*** Material for this exercise ***

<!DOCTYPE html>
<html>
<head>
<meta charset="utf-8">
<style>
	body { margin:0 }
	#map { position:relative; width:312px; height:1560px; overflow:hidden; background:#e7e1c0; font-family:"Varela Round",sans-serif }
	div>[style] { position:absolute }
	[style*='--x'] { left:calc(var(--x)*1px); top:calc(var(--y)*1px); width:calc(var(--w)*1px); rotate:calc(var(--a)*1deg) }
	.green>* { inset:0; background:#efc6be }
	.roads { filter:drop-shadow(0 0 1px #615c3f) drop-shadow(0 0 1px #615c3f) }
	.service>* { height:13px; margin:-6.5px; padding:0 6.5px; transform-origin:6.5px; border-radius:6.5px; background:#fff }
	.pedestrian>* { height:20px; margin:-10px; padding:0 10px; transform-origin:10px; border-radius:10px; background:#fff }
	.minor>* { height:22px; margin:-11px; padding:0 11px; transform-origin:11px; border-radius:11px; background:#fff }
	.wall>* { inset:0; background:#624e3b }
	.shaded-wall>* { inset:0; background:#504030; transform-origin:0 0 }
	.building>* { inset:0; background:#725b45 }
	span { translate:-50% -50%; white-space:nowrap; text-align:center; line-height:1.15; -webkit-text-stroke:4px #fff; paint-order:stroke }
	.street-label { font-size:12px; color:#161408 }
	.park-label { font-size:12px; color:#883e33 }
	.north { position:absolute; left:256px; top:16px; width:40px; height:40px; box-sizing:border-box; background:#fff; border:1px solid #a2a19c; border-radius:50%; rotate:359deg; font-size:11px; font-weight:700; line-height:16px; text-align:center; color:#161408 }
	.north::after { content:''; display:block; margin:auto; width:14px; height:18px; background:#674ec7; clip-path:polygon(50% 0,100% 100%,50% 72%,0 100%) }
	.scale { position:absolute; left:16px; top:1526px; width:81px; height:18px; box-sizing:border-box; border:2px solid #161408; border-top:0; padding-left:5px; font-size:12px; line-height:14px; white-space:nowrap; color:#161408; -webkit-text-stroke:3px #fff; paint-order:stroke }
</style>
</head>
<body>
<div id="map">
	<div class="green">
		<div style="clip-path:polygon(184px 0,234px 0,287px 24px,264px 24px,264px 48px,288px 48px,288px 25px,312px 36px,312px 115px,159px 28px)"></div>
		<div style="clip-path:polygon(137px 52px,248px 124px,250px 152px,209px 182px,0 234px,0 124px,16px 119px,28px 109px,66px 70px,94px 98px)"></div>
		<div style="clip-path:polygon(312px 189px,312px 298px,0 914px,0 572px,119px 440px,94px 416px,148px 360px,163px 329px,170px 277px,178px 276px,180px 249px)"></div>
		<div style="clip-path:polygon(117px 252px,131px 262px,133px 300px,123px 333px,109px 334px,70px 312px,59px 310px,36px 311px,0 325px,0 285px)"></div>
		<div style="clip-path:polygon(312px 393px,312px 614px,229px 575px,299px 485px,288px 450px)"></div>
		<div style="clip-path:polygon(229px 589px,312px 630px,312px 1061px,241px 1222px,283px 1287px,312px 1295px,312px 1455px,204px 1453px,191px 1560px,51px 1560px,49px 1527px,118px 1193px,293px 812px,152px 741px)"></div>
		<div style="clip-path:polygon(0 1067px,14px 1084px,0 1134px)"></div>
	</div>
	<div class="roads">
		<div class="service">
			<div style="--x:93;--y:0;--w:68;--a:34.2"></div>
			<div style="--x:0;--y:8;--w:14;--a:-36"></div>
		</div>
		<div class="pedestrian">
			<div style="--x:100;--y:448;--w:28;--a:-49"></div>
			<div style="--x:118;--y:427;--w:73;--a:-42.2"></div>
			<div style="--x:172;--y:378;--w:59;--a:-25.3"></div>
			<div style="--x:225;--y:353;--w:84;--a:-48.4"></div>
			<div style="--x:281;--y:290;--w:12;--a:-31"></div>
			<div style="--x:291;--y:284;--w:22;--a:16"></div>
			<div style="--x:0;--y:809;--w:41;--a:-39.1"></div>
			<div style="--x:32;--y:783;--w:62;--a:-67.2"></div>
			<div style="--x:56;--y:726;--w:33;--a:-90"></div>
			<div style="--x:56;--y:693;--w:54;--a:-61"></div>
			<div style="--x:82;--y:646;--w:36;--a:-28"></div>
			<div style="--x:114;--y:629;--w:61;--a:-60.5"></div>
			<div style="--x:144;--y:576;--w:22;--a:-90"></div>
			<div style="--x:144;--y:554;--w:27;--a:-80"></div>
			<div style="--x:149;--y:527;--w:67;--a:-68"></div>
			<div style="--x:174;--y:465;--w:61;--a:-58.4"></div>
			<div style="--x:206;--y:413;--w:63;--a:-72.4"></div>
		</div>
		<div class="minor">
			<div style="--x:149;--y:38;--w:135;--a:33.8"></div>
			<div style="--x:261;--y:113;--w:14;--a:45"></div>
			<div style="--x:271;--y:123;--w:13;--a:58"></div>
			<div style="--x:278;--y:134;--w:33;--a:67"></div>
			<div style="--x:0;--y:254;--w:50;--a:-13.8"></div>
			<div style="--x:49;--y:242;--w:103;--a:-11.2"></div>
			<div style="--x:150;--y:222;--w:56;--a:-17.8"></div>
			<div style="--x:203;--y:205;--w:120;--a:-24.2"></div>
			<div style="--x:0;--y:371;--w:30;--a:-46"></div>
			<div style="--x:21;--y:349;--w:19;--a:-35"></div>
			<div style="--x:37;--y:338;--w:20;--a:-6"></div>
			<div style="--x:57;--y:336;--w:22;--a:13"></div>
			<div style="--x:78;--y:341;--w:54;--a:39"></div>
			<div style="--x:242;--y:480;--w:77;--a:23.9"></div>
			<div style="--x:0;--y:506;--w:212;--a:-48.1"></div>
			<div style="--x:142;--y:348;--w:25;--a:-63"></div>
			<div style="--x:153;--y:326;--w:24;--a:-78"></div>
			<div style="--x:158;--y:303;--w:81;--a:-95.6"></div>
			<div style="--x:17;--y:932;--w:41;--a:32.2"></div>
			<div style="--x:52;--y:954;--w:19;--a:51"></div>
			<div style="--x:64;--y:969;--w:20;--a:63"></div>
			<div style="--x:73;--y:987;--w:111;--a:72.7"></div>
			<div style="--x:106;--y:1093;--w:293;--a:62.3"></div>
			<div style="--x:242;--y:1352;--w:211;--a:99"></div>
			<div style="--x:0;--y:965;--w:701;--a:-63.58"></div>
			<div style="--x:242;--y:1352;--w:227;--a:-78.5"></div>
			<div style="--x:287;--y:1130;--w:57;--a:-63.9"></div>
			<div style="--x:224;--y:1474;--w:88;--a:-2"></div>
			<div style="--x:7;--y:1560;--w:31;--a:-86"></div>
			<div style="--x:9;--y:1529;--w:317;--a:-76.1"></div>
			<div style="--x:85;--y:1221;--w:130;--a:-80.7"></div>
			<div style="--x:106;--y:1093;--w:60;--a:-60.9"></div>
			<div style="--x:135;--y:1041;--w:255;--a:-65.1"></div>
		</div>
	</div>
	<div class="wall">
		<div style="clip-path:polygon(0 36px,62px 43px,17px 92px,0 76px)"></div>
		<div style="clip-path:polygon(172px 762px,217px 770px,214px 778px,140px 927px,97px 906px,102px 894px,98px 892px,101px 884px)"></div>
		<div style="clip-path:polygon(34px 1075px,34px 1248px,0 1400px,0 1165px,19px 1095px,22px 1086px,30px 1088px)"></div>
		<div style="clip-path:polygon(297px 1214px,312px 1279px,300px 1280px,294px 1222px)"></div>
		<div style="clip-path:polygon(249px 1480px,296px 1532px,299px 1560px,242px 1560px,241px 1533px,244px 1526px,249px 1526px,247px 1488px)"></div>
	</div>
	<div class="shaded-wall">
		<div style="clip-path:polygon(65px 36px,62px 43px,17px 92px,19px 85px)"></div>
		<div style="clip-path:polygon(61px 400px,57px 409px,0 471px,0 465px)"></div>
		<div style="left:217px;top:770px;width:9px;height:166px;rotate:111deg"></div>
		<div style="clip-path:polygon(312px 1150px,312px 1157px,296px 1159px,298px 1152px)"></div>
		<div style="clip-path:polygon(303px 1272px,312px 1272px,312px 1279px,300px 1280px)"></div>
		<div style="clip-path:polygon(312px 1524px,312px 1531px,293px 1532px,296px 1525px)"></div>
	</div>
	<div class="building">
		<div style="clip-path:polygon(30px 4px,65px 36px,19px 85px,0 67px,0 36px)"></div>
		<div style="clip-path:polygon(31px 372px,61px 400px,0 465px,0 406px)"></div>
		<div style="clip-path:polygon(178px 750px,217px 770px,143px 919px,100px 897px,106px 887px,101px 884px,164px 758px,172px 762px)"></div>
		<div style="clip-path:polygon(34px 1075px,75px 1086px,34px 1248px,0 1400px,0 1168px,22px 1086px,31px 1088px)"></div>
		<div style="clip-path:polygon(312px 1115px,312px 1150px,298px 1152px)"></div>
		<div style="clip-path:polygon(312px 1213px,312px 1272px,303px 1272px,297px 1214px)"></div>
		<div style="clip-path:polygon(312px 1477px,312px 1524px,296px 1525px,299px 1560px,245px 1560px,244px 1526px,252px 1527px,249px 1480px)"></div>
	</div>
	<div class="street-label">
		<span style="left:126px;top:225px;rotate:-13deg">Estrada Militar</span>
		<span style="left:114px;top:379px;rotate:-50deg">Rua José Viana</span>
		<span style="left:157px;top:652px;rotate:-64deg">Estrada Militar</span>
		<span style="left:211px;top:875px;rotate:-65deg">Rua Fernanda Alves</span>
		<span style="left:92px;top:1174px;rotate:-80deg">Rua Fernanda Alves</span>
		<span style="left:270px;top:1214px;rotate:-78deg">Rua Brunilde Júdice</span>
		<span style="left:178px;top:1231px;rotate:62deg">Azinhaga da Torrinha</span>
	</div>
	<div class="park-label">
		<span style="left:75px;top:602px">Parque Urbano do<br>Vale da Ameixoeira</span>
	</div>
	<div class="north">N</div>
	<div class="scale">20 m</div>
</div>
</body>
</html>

*** End of Material for this exercise ***

■ **Your instructions**
Scan the records above for the string "service", then copy each line where it turns up.

■ **Written reply**
	.service>* { height:13px; margin:-6.5px; padding:0 6.5px; transform-origin:6.5px; border-radius:6.5px; background:#fff }
		<div class="service">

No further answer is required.